- Moradabad Location within Iran
- Coordinates: 33°17′54″N 47°26′01″E﻿ / ﻿33.29833°N 47.43361°E
- Country: Iran
- Province: Lorestan
- County: Rumeshkan
- District: Suri
- Rural District: Rumiani

Population (2016)
- • Total: 580
- Time zone: UTC+3:30 (IRST)

= Moradabad, Rumeshkan =

Village in Lorestan province, Iran

Moradabad (مراداباد) (Note: Also romanized as Morādābād; also known as Naz̧ar ‘Alīvand-e Morādābād) is a village in Rumiani Rural District of Suri District in Rumeshkan County, Lorestan province, Iran.

==Demographics==
===Population===
At the time of the 2006 National Census, the village's population was 610 in 124 households, when it was in Rumeshkan-e Gharbi Rural District of the former Rumeshkan District in Kuhdasht County. The following census in 2011 counted 706 people in 173 households.
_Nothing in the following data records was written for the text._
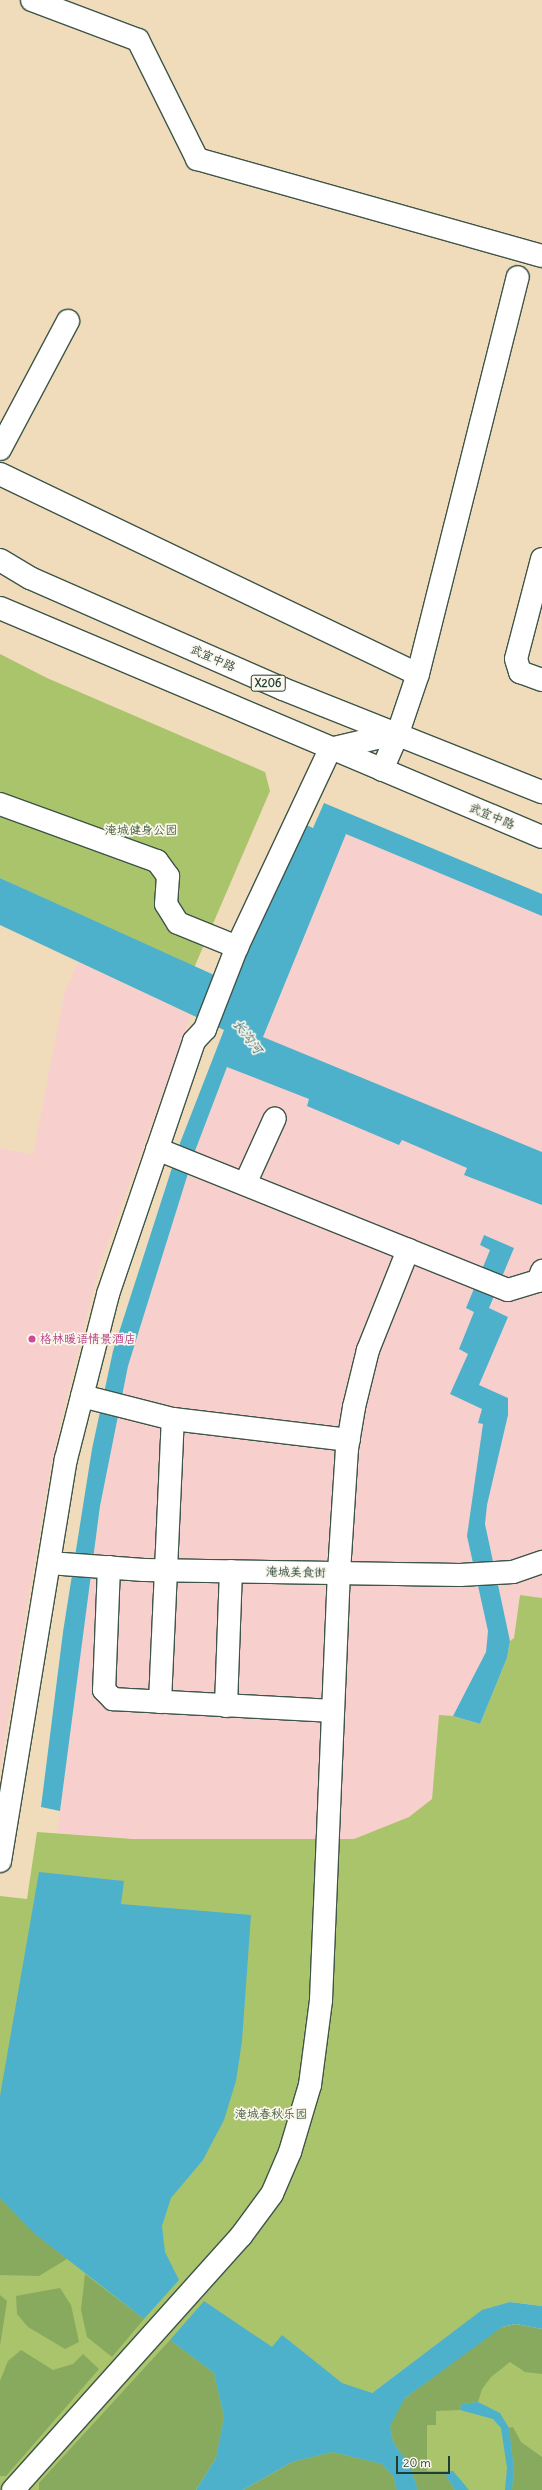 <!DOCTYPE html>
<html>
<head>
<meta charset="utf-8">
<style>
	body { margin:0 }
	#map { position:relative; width:542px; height:2490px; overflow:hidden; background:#f0dcbb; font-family:Delius,"LXGW WenKai TC",sans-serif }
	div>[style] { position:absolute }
	.built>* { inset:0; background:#f7d0cd }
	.green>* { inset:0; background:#aac46b }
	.forest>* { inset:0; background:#87aa5f }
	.water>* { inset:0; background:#4db1cc }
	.roads { filter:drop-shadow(1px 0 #3e5548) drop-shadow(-1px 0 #3e5548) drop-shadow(0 1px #3e5548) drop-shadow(0 -1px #3e5548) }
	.minor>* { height:22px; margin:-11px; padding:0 11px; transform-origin:11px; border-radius:11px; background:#fff }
	.major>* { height:22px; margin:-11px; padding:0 11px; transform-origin:11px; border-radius:11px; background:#fff }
	.dots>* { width:11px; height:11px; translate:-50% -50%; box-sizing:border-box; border:2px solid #fbf7ec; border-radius:50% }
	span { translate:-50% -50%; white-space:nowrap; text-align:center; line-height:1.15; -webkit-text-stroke:3.5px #fbf7ec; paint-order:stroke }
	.shield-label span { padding:1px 3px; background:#fbf7ec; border:1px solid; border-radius:3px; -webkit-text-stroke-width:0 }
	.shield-label { font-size:11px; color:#1f3d34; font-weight:700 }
	.street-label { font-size:12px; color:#1f3d34 }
	.park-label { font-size:12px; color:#425f42 }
	.hotel-label { font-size:12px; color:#b23c85 }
	.left { translate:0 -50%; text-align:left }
	.water-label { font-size:13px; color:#2d6062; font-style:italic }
	.scale { position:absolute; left:396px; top:2456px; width:54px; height:18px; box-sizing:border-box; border:2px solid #1f3d34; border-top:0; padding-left:5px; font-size:12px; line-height:14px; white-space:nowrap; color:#1f3d34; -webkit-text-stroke:3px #fbf7ec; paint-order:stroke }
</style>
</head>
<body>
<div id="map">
	<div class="built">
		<i style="clip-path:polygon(346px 833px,542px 916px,542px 1598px,520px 1595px,514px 1638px,510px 1641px,507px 1658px,480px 1724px,439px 1716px,432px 1799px,409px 1817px,354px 1839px,133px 1839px,57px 1835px,100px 1506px,128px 1366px,195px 1151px,227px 1067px,263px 1037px)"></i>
		<i style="clip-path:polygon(78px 962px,191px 1015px,100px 1266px,74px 1367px,50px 1470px,0 1769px,0 1148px,33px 1155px,64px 994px)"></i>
	</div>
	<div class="green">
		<i style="clip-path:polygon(0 654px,47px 678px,265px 772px,270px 791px,194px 968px,0 878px)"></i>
		<i style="clip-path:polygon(520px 1595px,542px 1598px,542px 2306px,510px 2302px,452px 2333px,372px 2393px,216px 2458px,196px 2490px,0 2490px,0 1896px,27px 1899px,37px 1832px,133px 1839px,354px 1839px,409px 1817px,432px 1799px,439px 1715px,453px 1716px,480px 1724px,507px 1658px,510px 1641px,514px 1638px)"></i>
		<i style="clip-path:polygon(502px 2327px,542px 2329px,542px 2490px,243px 2490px,405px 2398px)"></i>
	</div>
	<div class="forest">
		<i style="clip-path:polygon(0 2198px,35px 2233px,67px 2259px,39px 2276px,0 2275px)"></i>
		<i style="clip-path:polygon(85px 2274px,144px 2319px,112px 2357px,87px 2337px,81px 2310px)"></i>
		<i style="clip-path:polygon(60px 2288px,71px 2305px,79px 2342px,65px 2349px,28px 2327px,17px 2314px,16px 2296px)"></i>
		<i style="clip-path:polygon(0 2295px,7px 2301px,0 2346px)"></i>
		<i style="clip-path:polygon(516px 2324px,542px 2329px,542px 2374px,525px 2372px,510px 2362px,491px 2377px,482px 2389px,478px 2402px,461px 2404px,460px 2410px,436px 2411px,436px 2425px,427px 2425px,427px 2471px,443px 2471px,455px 2490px,418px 2490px,410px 2466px,393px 2442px,390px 2426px,394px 2415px,405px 2398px,480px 2341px,502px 2327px)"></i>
		<i style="clip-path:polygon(170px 2340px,214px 2373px,224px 2417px,216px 2458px,196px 2490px,39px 2490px,39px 2483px)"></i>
		<i style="clip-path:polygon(21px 2350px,53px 2370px,73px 2364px,83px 2354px,99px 2369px,6px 2476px,0 2476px,0 2381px,8px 2361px)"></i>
		<i style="clip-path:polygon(513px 2427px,521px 2442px,542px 2457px,542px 2490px,512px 2490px,514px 2469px,509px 2428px)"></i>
		<i style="clip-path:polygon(332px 2452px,382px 2464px,393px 2476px,397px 2490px,243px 2490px,292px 2462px)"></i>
	</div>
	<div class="water">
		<i style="clip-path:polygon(324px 803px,542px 894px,542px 916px,346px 834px,263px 1037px,542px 1152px,542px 1205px,464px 1175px,467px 1168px,402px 1140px,399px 1145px,307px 1106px,309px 1099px,227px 1067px,195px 1151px,128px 1366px,100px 1506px,60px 1811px,41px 1807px,63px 1632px,92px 1449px,113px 1351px,180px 1143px,224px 1030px,0 925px,0 878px,234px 984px,302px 823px,313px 828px)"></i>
		<i style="clip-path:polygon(484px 1235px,514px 1248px,489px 1308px,508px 1317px,479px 1385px,508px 1398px,508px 1415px,487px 1505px,485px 1524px,510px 1641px,507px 1658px,480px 1724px,453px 1716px,486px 1652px,488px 1631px,467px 1536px,483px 1424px,478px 1423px,482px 1409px,450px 1394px,468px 1354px,459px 1349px,474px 1312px,466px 1308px,490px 1250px,480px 1245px)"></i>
		<i style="clip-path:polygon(39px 1872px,124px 1881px,121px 1904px,251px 1915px,242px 2041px,236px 2081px,224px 2120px,203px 2160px,171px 2198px,162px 2226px,165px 2252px,179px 2280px,144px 2319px,35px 2234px,0 2198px,0 2096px)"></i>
		<i style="clip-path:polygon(204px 2301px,272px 2347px,282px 2335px,342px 2383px,372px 2393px,482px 2310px,510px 2302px,542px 2306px,542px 2329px,516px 2324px,502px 2327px,405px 2398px,390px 2426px,393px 2442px,410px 2466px,418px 2490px,397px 2490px,393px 2476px,382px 2464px,332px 2452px,292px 2462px,243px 2490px,196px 2490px,216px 2458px,224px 2417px,214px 2373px,170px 2340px)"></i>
		<i style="clip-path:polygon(478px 2402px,500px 2413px,509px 2428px,514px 2469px,512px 2490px,505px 2490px,507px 2468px,501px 2428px,493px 2419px,460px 2410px,461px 2404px)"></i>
		<i style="clip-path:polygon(443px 2471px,453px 2471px,469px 2490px,455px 2490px)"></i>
	</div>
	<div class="roads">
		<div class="minor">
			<i style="left:32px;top:0;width:113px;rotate:20.7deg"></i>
			<i style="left:138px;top:40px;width:133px;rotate:63.6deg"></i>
			<i style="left:197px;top:159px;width:358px;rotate:15.7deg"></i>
			<i style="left:0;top:449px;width:145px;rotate:-62deg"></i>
			<i style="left:0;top:474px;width:463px;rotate:25.6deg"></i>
			<i style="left:542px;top:559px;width:103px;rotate:104.6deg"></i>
			<i style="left:516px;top:659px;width:14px;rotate:73deg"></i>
			<i style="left:520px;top:672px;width:23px;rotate:20deg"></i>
			<i style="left:382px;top:770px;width:40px;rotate:-66.6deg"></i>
			<i style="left:398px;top:733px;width:62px;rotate:-71.3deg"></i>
			<i style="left:418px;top:674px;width:409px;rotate:-75.9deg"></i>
			<i style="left:0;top:804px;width:167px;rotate:20deg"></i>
			<i style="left:157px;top:861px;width:19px;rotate:54deg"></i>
			<i style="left:168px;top:876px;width:28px;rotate:94deg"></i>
			<i style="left:166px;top:904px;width:22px;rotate:58deg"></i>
			<i style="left:178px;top:923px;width:64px;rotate:22.1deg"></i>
			<i style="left:157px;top:1149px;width:378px;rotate:21.9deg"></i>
			<i style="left:508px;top:1290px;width:31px;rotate:-17deg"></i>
			<i style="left:538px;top:1281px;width:11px;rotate:-68deg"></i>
			<i style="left:245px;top:1184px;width:72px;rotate:-65.6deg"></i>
			<i style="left:82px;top:1396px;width:94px;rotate:14.2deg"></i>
			<i style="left:173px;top:1419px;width:177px;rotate:6.8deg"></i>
			<i style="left:49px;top:1563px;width:95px;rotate:4.2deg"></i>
			<i style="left:144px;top:1570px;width:316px;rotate:0.9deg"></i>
			<i style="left:460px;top:1575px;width:53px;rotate:-3.2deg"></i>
			<i style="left:513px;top:1572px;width:31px;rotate:-19deg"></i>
			<i style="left:109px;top:1567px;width:123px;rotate:92.3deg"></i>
			<i style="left:104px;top:1690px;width:13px;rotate:45deg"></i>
			<i style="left:113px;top:1699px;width:219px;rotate:3.1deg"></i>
			<i style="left:160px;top:1702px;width:283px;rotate:-87.4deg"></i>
			<i style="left:226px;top:1706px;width:135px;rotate:-87.9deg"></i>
			<i style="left:0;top:1861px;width:407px;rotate:-80.7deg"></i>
			<i style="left:66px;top:1459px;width:170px;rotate:-75.7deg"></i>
			<i style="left:108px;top:1294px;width:267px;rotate:-71.2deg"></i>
			<i style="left:194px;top:1041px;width:16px;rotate:-47deg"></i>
			<i style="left:205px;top:1029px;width:88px;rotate:-68.7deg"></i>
			<i style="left:237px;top:947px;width:219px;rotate:-64.8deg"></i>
			<i style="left:330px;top:749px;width:70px;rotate:-13.2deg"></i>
			<i style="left:13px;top:2490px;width:341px;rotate:-48.1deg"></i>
			<i style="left:241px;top:2236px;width:52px;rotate:-53.6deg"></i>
			<i style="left:272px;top:2194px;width:46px;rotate:-66.8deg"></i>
			<i style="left:290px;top:2152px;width:70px;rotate:-73.4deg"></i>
			<i style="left:310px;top:2085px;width:86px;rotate:-82.6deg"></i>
			<i style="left:321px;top:2000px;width:428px;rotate:-87.6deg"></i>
			<i style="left:339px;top:1572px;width:123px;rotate:-86.3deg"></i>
			<i style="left:347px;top:1449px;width:43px;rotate:-80.5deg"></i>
			<i style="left:354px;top:1407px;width:59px;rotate:-76.2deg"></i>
			<i style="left:368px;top:1350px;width:108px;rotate:-68.2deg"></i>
		</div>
		<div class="major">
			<i style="left:0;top:560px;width:35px;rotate:31deg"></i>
			<i style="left:30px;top:578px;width:276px;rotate:23.7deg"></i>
			<i style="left:283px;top:689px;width:279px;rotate:21.7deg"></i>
			<i style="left:0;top:608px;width:588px;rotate:22.9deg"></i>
		</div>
	</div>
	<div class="dots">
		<i style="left:32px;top:1339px;background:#d1479c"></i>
	</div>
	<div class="shield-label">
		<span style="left:268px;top:683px">X206</span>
	</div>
	<div class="street-label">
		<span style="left:213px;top:658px;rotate:24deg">武宜中路</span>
		<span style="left:492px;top:816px;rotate:23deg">武宜中路</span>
		<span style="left:296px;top:1572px;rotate:1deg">淹城美食街</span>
	</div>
	<div class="park-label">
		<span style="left:141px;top:830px">淹城健身公园</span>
		<span style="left:271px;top:2114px">淹城春秋乐园</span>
	</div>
	<div class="hotel-label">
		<span class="left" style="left:40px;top:1339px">格林暖语情景酒店</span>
	</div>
	<div class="water-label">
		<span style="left:247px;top:1037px;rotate:53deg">长沟河</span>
	</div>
	<div class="scale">20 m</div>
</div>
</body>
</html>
The 2016 census measured the population of the village as 580 people in 158 households, by which time the district had been separated from the county in the establishment of Rumeshkan County. The rural district was transferred to the new Suri District and renamed Suri Rural District. Moradabad was transferred to Rumiani Rural District created in the same district.